Sabemos que a verdade dói, ouvi-la também dói. Por isso é melhor deixar quieto certas verdades. Porém, existem casos em que é preciso abrir a boca. Aliviar o medo e a tensão. Isso nos torna mais leves também. Falar o que pensamos. Liberdade de expressão. Dificilmente aceito uma verdade sem explicação. Eu sou meio desconfiada. Coisa de jornalista-raiz, que busca mais de uma fonte. Do contrário, perde-se muita coisa.
 
Por exemplo, ao aceitar a primeira verdade dita quando eu estava grávida, sobre auxílio-maternidade, perdi o direito aos quatro meses de salário. A liberdade de ser o que quisermos ser e de estar onde queremos estar nos impele a questionar, indagar, para depois fazermos a escolha que acharmos melhor. Nada imposto é bem deglutido. E assim, ao valorizarmos a liberdade, temos condições de viver melhor. Mais e melhor.
 
Não me refiro ao tempo, pois não somos senhores e senhoras do nosso destino, da nossa existência, refiro-me ao fato que vivermos com mais consciência do que nos faz bem. Eu tenho uma amiga que sempre sonhou estudar idiomas. Ela fez intercâmbios no exterior quando já era casada e com filha pequena. Até hoje, adulta, madura como eu, vejo publicações dela atestando esse jeito de ser, livre de amarras. Claro, ela enfrentou muita língua ferina sobre como ela viajaria para tão longe deixando a filha pequena.
 
Se ela tivesse ouvido a voz do povo, teria ficado trocando fralda e fazendo mamadeira, em vez de percorrer seu sonho de falar inglês em processo de imersão.
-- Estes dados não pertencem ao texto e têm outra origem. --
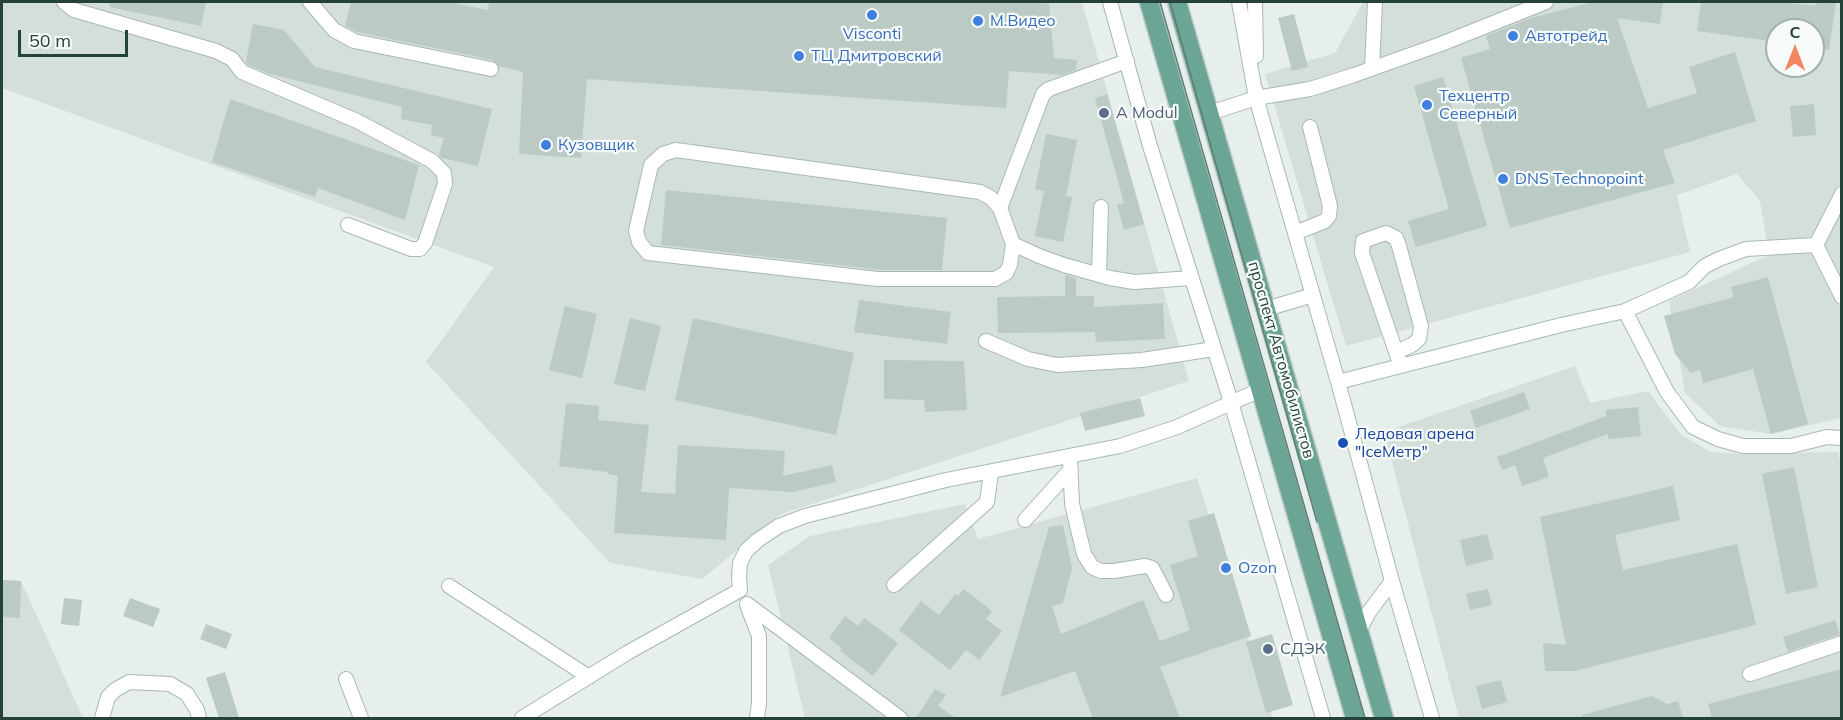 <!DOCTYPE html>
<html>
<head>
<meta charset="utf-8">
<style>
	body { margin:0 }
	#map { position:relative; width:1843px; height:720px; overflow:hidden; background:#e6efeb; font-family:Mulish,sans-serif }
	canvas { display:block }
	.frame { position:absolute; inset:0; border:3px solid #24423a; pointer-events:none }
	.north { position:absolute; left:1765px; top:18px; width:60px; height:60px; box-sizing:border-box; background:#f7fbf9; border:2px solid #a3b1ad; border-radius:50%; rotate:0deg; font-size:16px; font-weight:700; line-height:24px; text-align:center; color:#24423a }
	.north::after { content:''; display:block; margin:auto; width:21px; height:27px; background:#f4845f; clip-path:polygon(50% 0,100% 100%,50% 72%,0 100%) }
	.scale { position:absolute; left:18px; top:30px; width:110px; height:27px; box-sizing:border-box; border:3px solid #24423a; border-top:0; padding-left:8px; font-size:18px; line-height:21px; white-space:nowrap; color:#24423a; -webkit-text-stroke:4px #f7fbf9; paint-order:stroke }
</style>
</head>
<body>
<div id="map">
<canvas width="1843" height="720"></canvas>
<div class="frame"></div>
<div class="north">С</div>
<div class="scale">50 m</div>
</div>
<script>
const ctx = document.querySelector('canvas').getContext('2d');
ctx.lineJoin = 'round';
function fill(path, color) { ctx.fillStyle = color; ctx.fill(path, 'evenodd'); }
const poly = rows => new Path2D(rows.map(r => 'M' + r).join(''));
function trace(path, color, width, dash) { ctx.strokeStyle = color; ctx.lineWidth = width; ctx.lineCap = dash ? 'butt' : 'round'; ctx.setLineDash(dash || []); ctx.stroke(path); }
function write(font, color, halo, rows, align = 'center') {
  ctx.font = font + ' Mulish,sans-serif'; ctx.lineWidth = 4.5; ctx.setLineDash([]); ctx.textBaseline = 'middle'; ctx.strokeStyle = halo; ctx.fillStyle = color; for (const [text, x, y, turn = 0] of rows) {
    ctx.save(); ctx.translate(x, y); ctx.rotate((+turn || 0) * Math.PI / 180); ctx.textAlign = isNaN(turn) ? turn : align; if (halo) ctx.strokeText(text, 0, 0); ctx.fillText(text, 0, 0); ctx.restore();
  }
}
const built = poly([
	[2,2,1082,2,1189,381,781,514,702,579,610,563,426,362,494,267,2,88],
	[1363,2,1841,2,1841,418,1771,434,1720,426,1685,393,1669,301,1769,255,1760,201,1737,174,1677,195,1690,252,1346,346,1265,74,1335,53],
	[1777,30,1813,30,1813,66,1777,66],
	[1575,366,1590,403,1648,391,1681,435,1711,452,1739,454,1838,452,1842,469,1841,718,1459,718,1384,432],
	[1197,478,1273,718,805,718,768,565,810,536,965,504,978,539],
	[2,580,21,581,83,718,2,718]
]);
const building = poly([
	[110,2,206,2,201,26,109,7],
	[351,2,449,2,488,10,489,2,1029,2,1049,4,1054,58,1077,60,1076,70,1062,75,1009,71,1006,108,587,79,581,158,519,154,523,72,499,66,493,60,357,32,345,26],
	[1593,2,1663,2,1660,24,1617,18,1648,108,1697,93,1689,67,1735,52,1756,121,1663,150,1675,183,1510,228,1461,58,1490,49,1486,36,1531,18],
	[1701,2,1782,2,1816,6,1817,2,1836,2,1829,50,1813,47,1813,30,1777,30,1777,42,1697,31],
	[1294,14,1308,67,1292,71,1278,18],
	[253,24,284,30,315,67,492,109,478,166,442,158,439,155,444,138,431,135,432,125,401,119,402,107,270,74,248,65,246,62],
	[1443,77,1487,226,1416,247,1408,221,1449,209,1414,86],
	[1107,94,1144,224,1124,230,1117,204,1124,203,1095,98],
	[230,99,419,165,405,220,318,188,315,197,212,162],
	[1814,104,1816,135,1793,137,1790,106],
	[1046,134,1077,140,1066,196,1072,197,1063,242,1035,236,1044,191,1035,189],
	[666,190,947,218,942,270,882,270,661,245],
	[1065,275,1076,278,1076,296,1094,296,1094,307,1163,303,1165,339,1096,342,1095,332,998,333,997,297,1065,296],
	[1768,277,1808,424,1771,434,1753,369,1703,383,1700,370,1691,373,1675,354,1664,316,1734,297,1731,287],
	[859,300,951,312,947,344,854,332],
	[565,306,597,314,582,378,549,370],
	[630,318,661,326,645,391,614,384],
	[693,318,854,353,836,435,675,400],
	[884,360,964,361,967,410,925,412,924,400,884,399],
	[1524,392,1530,409,1476,428,1470,411],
	[1140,398,1145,416,1085,431,1080,413],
	[566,403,599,406,598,420,649,425,641,492,675,494,678,445,785,451,783,476,832,465,836,482,793,492,729,488,726,540,614,533,618,476,608,474,608,472,559,466],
	[1638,407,1641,436,1608,439,1608,434,1543,458,1549,477,1522,486,1515,465,1502,470,1497,457,1606,416,1606,410],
	[1794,467,1818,587,1786,594,1762,474],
	[1673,486,1680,520,1615,535,1623,570,1737,544,1756,625,1575,671,1545,671,1543,643,1566,645,1540,517],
	[1214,513,1251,636,1160,667,1180,718,1093,718,1075,671,1000,697,1049,527,1063,525,1072,568,1063,603,1052,606,1061,634,1143,600,1160,641,1190,630,1170,565,1198,556,1188,521],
	[1487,534,1494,559,1466,566,1460,540],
	[2,580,21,581,20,618,2,617],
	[964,589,992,611,986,619,1002,631,979,660,966,650,950,670,899,630,921,601,939,615,955,594,958,596],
	[1488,589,1492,605,1470,610,1466,594],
	[64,598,82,600,79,626,61,624],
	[130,598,160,609,153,627,123,616],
	[845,616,858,626,864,618,898,643,873,676,840,651,842,648,829,638],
	[1835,620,1840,634,1788,652,1783,637],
	[206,624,232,634,226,649,200,639],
	[1272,634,1293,705,1266,713,1246,642],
	[1842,669,1842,716,1833,718,1712,718,1708,704],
	[225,672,239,718,219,718,206,678],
	[1501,680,1507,702,1482,709,1476,686],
	[935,689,946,695,938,706,956,718,916,718],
	[1652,696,1667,704,1678,701,1683,718,1582,718,1582,715]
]);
const minor = poly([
	[64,2,74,10,216,51,232,59,242,72,357,121,432,161,444,173,445,184,425,243,420,249,411,249,348,225],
	[310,2,334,30,354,41,491,69],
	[1110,2,1150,146,1231,402,1323,718],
	[1239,2,1256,98,1338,382,1561,325,1625,311,1689,282,1705,266,1719,259,1746,249,1816,245,1842,194],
	[1255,2,1256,56],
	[1372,68,1375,2],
	[1256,98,1310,89,1354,75,1441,44,1546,2],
	[1210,113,1256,98,1256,91],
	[1000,208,1043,94,1049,89,1127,61],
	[1295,233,1325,221,1329,216,1330,206,1310,127],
	[1013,244,1010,265,1006,273,995,279,878,279,648,253,639,242,636,231,651,165,663,154,676,150,980,192,991,198,1000,208,1013,244,1039,256,1064,265,1110,278,1134,282,1192,278],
	[1816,245,1842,297],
	[1099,275,1101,207],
	[1266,309,1313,295],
	[1625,311,1667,392,1693,427,1718,439,1743,446,1791,446,1827,437,1842,438],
	[986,341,1028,359,1057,365,1142,360,1214,349],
	[1396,352,1412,345,1419,339,1421,326,1399,246,1396,238,1386,233,1363,241,1362,253,1396,352,1401,366],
	[1338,382,1392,581,1369,612,1359,631],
	[1070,457,1072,504,1084,554,1092,567,1101,571,1114,571,1145,566,1152,568,1166,595],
	[1025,520,1071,469],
	[1392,581,1432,718],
	[894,585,987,502,991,473],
	[449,586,589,677],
	[747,604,900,718],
	[747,605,759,636,759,703,757,718],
	[1750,674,1842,643],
	[346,679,361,718],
	[102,718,108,697,115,690,129,682,170,684,187,694,197,710,199,718],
	[522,718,627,653,740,590,739,576,740,563,746,551,758,540,779,526,805,516,946,480,1120,446,1177,427,1260,390]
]);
const major = poly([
	[1149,2,1355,718],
	[1177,2,1384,718]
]);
const tram = poly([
	[1160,2,1365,718],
	[1170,2,1317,522]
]);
const markers = [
	[872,15,6,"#3f7fe0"],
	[978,21,6,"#3f7fe0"],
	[1513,36,6,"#3f7fe0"],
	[799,56,6,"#3f7fe0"],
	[1427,105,6,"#3f7fe0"],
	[1104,113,6,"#5c6f8a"],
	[546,145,6,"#3f7fe0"],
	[1503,179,6,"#3f7fe0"],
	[1343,443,6,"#1a4fb4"],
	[1226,568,6,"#3f7fe0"],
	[1268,649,6,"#5c6f8a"]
];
const shopNames = [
	["М.Видео",990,21],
	["Visconti",872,34,"center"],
	["Автотрейд",1525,36],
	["ТЦ Дмитровский",811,56],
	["Техцентр",1439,96],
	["Северный",1439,114],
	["Кузовщик",558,145],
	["DNS Technopoint",1515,179],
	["Ozon",1238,568]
];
const serviceNames = [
	["A Modul",1116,113],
	["СДЭК",1280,649]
];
const streetNames = [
	["проспект Автомобилистов",1281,360,74]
];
const transitNames = [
	["Ледовая арена",1355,434],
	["\"IceМетр\"",1355,452]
];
fill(built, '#d4dfda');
fill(building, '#bbcac4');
trace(minor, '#a8b8b2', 16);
trace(major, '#c2cac8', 21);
trace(minor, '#fff', 14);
trace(major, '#6aa596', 18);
trace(tram, '#5f7d75', 1.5);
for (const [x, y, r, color] of markers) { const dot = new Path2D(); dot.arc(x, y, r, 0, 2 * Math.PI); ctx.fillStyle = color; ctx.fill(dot); trace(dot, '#f7fbf9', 2); }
write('16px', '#366cbe', '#f7fbf9', shopNames, 'left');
write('16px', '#4e5e75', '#f7fbf9', serviceNames, 'left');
write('16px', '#24423a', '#f7fbf9', streetNames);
write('16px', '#164399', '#f7fbf9', transitNames, 'left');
</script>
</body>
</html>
Eu a respeito e a admiro muito. E ela também a mim. Somos tão diferentes e nos amamos tanto justamente porque nossa admiração e nosso respeito é recíproco. Ela e eu somos exemplos claros do quanto ser livre incomoda às pessoas. Aquelas que não conseguem dar um passo sem pensar no que os outros pensarão.
 
Se a tua vida não está legal, pense sobre o que pode estar te incomodando. E se livre das amarras. Veja quais as aparas devem ser cortadas. Solte-se e seja livre. Mais uma vez falo em terapia. Se não conseguir jogar para fora o que não lhe pertence, procure ajuda. Viva e deixe as pessoas ao seu redor viverem. A liberdade incomoda tanto porque causa inveja. Porque nada é mais rico do que ser livre. Beijos e até a próxima.